[Saved entries]
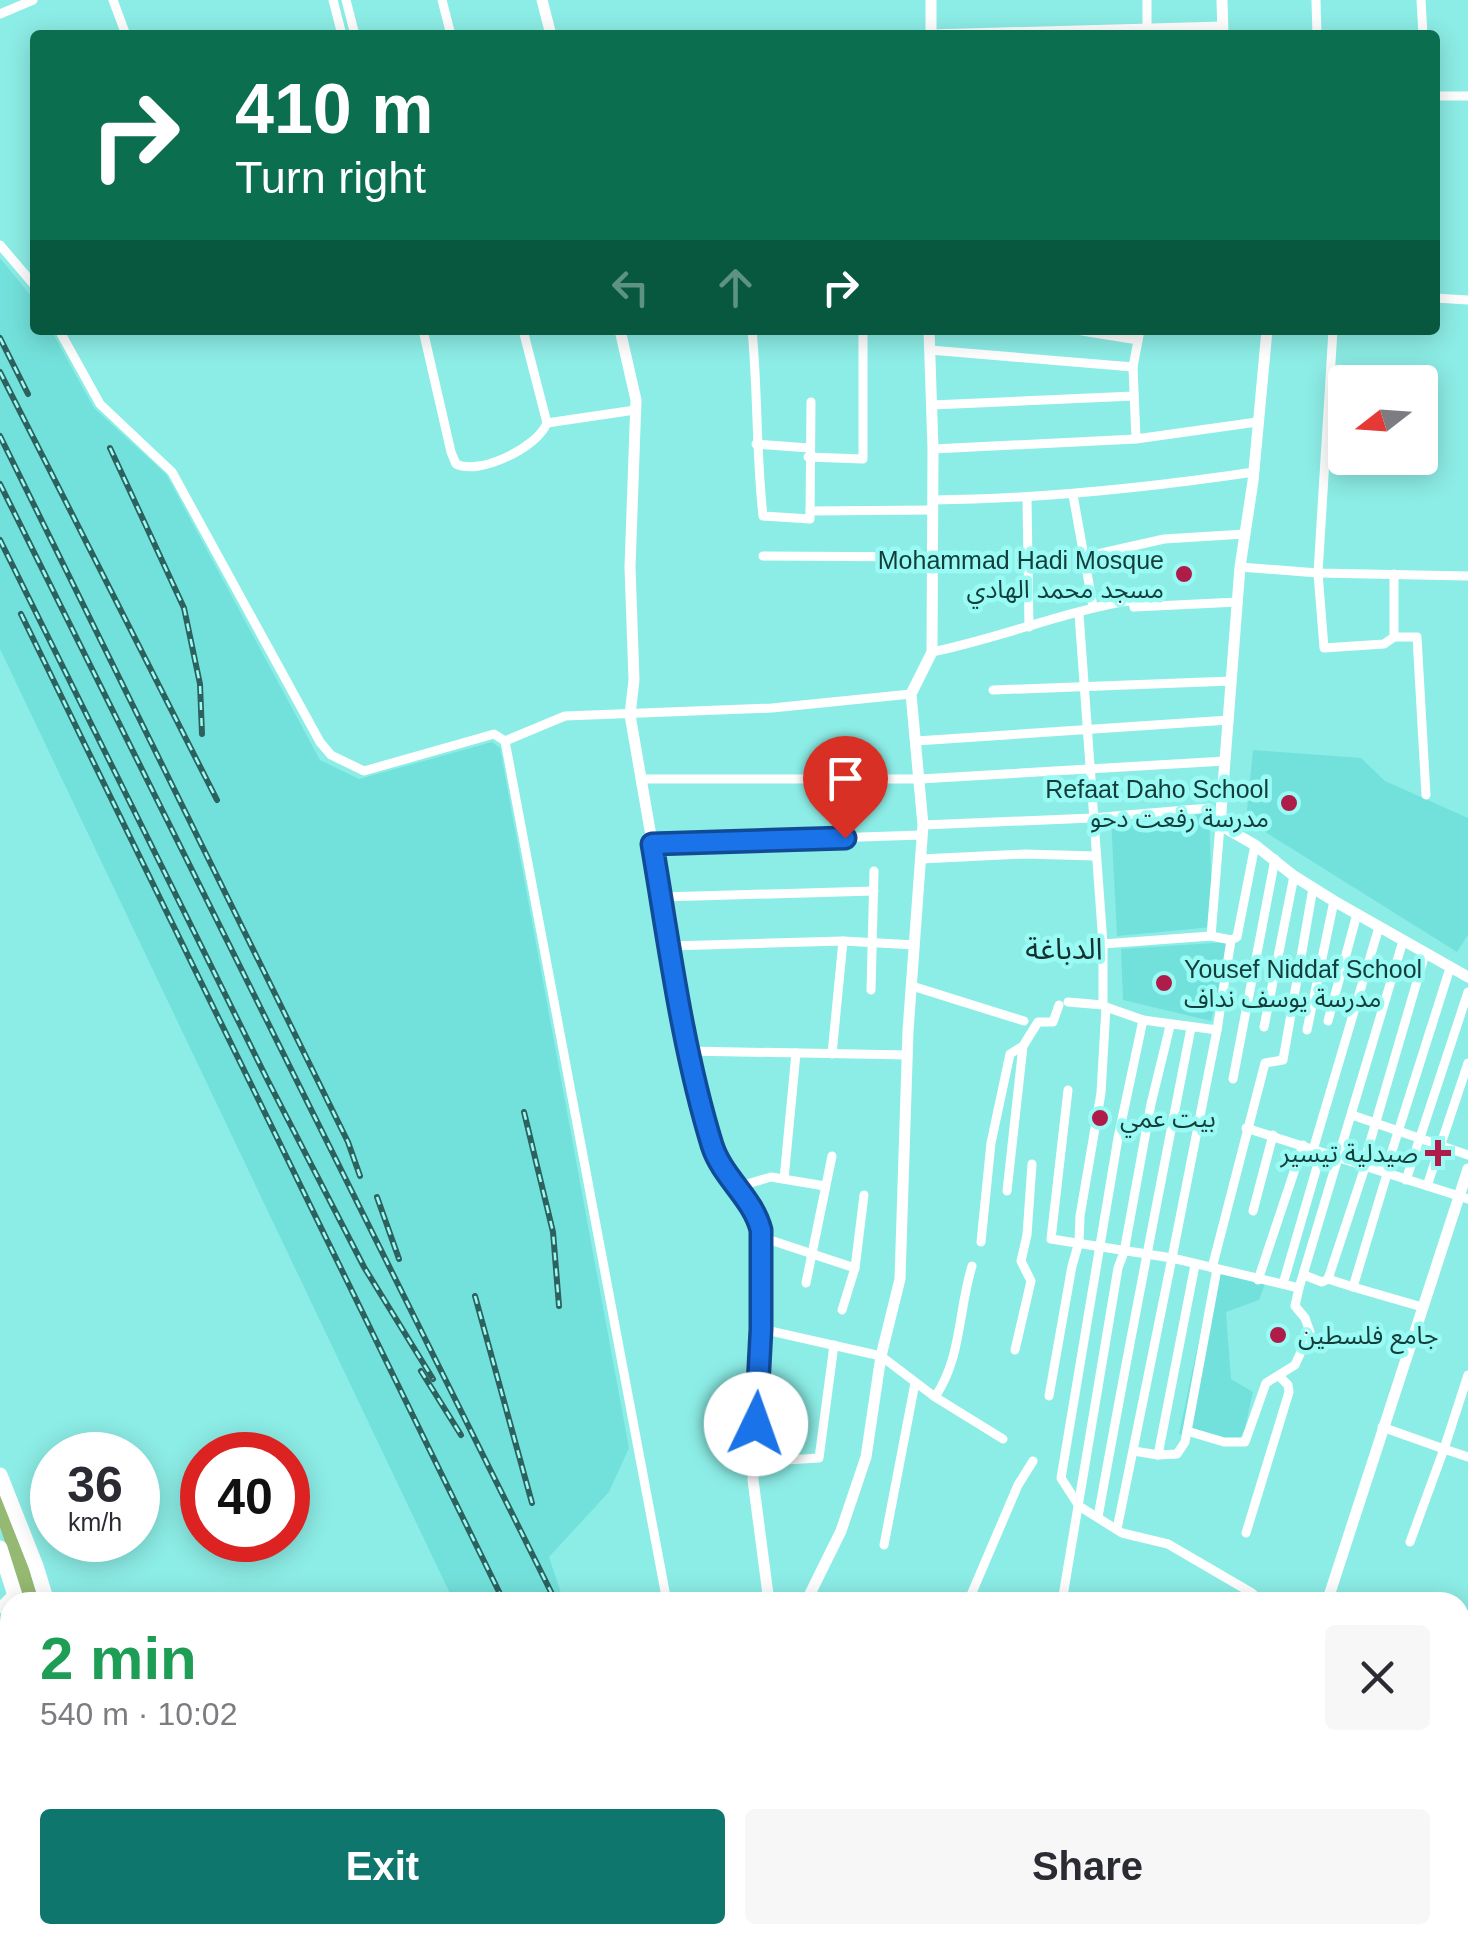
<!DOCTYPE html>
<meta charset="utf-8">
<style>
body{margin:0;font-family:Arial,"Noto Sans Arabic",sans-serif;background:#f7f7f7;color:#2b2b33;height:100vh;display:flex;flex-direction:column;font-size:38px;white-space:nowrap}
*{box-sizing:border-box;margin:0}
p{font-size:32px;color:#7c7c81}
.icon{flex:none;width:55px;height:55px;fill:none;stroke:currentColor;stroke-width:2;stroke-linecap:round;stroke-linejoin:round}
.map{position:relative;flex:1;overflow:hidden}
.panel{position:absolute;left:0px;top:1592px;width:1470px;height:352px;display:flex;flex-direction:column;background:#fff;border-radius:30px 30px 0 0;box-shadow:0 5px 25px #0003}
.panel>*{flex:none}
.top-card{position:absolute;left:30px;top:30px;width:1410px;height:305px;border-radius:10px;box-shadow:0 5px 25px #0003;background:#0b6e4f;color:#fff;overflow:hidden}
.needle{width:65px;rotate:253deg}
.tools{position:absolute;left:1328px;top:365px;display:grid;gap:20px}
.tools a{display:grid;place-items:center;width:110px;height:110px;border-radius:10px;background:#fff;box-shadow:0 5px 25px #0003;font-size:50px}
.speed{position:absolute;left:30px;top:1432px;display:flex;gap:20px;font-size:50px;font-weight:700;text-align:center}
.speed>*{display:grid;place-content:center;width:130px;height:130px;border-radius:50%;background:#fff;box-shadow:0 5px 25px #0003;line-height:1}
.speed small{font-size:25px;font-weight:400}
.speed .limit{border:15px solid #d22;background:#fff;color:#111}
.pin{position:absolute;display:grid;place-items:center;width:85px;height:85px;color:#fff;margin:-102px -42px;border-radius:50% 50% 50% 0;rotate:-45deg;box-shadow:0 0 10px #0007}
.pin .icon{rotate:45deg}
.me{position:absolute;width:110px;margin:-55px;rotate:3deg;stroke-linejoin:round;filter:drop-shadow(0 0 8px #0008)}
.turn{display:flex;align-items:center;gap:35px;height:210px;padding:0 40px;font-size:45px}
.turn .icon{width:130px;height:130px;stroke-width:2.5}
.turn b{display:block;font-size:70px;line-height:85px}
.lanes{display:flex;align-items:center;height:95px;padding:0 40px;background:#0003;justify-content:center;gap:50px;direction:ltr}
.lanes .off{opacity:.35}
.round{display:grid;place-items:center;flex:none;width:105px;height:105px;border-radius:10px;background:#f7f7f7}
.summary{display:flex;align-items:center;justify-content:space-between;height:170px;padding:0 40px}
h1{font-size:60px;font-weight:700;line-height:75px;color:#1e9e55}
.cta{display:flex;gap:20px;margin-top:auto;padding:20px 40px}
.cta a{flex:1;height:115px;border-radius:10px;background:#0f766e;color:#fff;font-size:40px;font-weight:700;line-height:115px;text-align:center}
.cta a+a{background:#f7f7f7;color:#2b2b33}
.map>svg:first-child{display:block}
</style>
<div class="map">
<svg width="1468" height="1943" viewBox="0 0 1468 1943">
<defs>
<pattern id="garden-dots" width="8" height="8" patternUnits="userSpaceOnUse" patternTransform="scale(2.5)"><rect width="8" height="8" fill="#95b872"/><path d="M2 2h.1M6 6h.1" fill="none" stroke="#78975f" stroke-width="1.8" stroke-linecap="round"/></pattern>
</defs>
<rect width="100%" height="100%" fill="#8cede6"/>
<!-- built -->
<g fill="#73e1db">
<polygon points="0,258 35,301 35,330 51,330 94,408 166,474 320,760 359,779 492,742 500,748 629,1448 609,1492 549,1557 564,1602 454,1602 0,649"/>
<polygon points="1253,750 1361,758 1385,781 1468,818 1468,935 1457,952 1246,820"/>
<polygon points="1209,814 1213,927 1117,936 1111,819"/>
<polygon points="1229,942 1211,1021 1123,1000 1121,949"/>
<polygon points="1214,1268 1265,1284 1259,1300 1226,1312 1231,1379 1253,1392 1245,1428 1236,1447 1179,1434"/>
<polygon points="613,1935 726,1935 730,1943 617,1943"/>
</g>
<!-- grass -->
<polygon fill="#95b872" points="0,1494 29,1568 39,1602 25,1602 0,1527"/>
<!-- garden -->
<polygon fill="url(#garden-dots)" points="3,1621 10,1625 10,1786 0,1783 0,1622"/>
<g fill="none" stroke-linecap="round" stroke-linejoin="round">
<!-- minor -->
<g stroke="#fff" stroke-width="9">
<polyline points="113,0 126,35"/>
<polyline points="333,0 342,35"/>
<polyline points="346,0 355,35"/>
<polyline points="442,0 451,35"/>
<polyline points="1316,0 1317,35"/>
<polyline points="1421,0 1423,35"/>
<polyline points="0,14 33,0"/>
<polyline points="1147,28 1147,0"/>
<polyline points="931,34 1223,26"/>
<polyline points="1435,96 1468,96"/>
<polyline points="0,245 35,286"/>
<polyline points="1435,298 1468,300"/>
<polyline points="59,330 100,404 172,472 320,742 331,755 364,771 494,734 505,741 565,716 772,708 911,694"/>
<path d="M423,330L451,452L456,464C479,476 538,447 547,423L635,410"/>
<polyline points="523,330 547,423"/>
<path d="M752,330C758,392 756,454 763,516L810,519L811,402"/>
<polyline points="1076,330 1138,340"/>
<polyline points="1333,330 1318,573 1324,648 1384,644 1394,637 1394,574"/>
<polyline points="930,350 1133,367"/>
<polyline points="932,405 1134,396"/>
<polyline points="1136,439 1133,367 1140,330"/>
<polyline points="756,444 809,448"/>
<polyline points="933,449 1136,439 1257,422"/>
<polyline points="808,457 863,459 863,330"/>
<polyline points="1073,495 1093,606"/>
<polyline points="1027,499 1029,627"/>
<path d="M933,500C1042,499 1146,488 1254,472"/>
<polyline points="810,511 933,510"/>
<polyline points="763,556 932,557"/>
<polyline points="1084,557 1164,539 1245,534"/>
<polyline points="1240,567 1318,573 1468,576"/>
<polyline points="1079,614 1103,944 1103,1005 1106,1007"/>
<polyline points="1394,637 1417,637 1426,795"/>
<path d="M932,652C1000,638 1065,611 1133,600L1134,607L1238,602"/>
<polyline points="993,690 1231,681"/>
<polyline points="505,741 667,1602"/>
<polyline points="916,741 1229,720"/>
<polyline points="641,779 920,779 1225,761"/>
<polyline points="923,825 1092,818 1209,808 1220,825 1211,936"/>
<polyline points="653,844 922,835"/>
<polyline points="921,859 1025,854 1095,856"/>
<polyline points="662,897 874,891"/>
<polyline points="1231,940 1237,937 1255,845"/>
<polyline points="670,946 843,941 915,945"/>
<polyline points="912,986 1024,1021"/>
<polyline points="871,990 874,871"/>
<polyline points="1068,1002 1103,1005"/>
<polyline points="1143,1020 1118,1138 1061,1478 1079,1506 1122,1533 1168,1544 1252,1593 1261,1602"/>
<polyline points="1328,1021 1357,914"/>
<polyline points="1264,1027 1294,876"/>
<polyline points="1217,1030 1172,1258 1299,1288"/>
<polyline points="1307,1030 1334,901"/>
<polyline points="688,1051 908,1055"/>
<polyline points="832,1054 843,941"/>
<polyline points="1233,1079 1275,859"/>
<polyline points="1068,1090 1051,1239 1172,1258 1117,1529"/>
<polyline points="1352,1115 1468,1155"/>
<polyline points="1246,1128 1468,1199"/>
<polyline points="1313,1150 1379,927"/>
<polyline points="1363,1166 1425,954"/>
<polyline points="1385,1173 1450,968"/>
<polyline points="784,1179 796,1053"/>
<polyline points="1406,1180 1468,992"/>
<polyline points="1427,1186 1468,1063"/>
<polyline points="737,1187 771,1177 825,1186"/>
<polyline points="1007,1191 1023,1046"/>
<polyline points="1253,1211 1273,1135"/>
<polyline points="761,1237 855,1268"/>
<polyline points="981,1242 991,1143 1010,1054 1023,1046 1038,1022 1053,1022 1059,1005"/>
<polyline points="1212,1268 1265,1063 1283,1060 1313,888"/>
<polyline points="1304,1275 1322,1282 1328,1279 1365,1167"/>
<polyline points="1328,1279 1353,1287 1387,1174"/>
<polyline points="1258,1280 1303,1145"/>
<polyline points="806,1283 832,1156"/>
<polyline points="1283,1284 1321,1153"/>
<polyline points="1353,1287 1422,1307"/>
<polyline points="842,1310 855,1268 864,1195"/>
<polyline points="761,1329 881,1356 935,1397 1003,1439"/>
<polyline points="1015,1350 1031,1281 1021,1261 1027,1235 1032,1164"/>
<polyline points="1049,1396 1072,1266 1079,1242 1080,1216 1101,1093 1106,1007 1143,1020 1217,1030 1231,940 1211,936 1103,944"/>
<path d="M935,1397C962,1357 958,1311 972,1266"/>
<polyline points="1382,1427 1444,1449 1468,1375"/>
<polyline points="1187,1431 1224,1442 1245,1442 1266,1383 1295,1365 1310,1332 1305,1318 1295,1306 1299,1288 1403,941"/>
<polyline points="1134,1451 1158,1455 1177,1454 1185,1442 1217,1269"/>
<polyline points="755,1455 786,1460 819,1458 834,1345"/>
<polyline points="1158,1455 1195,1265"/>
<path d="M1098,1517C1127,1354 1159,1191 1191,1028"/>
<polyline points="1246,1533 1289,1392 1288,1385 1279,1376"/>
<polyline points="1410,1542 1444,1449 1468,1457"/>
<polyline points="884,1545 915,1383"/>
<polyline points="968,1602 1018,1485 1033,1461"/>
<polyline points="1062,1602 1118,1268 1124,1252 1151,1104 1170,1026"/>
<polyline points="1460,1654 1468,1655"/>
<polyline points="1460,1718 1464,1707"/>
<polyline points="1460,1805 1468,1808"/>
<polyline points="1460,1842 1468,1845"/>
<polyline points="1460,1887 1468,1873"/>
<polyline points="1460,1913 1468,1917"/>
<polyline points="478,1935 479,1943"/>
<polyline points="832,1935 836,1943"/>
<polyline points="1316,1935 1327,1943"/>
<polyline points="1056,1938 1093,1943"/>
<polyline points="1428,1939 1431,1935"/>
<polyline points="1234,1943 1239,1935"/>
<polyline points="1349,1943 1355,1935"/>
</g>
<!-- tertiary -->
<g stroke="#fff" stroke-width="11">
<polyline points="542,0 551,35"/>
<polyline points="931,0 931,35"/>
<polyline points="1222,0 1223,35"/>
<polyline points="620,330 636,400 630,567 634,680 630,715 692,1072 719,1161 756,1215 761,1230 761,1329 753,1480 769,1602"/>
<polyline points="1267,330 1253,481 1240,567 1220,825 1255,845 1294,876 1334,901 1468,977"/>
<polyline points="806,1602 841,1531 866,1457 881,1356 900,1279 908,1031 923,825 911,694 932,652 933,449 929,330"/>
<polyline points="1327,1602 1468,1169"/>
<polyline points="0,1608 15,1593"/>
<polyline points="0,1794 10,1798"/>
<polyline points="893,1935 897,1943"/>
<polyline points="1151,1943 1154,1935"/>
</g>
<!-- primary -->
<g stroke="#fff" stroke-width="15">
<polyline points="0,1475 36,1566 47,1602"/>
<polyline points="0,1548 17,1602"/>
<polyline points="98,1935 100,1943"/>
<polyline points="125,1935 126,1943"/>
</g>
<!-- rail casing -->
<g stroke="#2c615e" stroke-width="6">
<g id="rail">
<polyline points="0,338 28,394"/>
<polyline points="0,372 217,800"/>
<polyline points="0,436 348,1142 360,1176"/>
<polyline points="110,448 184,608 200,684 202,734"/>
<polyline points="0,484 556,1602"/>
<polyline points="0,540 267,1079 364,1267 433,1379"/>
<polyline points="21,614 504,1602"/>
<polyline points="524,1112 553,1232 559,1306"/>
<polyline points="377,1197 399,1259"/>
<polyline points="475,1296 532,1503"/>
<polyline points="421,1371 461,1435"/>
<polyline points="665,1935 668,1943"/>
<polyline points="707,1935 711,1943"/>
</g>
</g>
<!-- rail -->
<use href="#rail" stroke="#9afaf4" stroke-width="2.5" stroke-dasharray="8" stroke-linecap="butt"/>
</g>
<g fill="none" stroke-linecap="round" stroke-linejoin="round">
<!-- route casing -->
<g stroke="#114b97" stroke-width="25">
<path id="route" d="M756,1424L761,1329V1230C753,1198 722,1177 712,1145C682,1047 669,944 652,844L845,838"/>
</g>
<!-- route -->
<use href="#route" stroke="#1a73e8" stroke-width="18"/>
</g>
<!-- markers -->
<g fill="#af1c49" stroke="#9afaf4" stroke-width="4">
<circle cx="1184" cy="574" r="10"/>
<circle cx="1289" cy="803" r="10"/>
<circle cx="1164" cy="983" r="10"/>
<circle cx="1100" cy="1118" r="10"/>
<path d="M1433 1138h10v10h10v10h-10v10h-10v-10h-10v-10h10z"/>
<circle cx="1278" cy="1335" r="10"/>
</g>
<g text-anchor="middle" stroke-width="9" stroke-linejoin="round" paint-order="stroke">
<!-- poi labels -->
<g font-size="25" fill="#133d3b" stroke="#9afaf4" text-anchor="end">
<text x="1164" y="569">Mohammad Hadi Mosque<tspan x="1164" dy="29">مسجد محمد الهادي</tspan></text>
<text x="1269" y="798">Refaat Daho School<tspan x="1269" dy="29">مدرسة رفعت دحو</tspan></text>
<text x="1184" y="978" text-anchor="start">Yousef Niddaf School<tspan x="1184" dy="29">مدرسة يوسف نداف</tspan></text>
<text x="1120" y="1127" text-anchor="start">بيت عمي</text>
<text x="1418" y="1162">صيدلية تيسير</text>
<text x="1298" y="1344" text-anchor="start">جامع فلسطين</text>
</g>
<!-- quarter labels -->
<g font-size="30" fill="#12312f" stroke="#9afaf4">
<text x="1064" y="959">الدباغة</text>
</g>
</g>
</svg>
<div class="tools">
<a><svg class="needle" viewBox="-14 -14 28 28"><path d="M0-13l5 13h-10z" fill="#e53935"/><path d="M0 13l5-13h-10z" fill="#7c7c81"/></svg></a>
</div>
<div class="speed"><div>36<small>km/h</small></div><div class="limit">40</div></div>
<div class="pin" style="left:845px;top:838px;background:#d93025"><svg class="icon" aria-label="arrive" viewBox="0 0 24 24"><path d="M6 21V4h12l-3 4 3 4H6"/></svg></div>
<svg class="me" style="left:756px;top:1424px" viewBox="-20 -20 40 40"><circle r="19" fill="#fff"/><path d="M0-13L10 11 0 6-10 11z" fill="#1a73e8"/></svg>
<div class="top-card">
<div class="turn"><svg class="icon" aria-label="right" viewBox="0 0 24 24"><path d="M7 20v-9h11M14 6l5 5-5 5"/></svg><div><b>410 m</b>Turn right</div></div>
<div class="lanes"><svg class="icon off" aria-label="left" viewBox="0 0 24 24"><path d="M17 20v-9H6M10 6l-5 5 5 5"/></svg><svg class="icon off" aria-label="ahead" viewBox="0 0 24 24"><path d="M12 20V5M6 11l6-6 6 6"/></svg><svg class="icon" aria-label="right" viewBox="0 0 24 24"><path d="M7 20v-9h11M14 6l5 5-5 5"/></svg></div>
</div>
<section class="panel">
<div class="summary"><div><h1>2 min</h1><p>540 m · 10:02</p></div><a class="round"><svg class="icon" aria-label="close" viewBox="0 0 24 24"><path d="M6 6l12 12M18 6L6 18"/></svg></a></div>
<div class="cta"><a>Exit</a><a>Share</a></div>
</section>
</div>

WHAT THIS TASK INVOLVES:
Go through the records and gather the lines that hold "position".

RESPONSE BOX:
.map{position:relative;flex:1;overflow:hidden}
.panel{position:absolute;left:0px;top:1592px;width:1470px;height:352px;display:flex;flex-direction:column;background:#fff;border-radius:30px 30px 0 0;box-shadow:0 5px 25px #0003}
.top-card{position:absolute;left:30px;top:30px;width:1410px;height:305px;border-radius:10px;box-shadow:0 5px 25px #0003;background:#0b6e4f;color:#fff;overflow:hidden}
.tools{position:absolute;left:1328px;top:365px;display:grid;gap:20px}
.speed{position:absolute;left:30px;top:1432px;display:flex;gap:20px;font-size:50px;font-weight:700;text-align:center}
.pin{position:absolute;display:grid;place-items:center;width:85px;height:85px;color:#fff;margin:-102px -42px;border-radius:50% 50% 50% 0;rotate:-45deg;box-shadow:0 0 10px #0007}
.me{position:absolute;width:110px;margin:-55px;rotate:3deg;stroke-linejoin:round;filter:drop-shadow(0 0 8px #0008)}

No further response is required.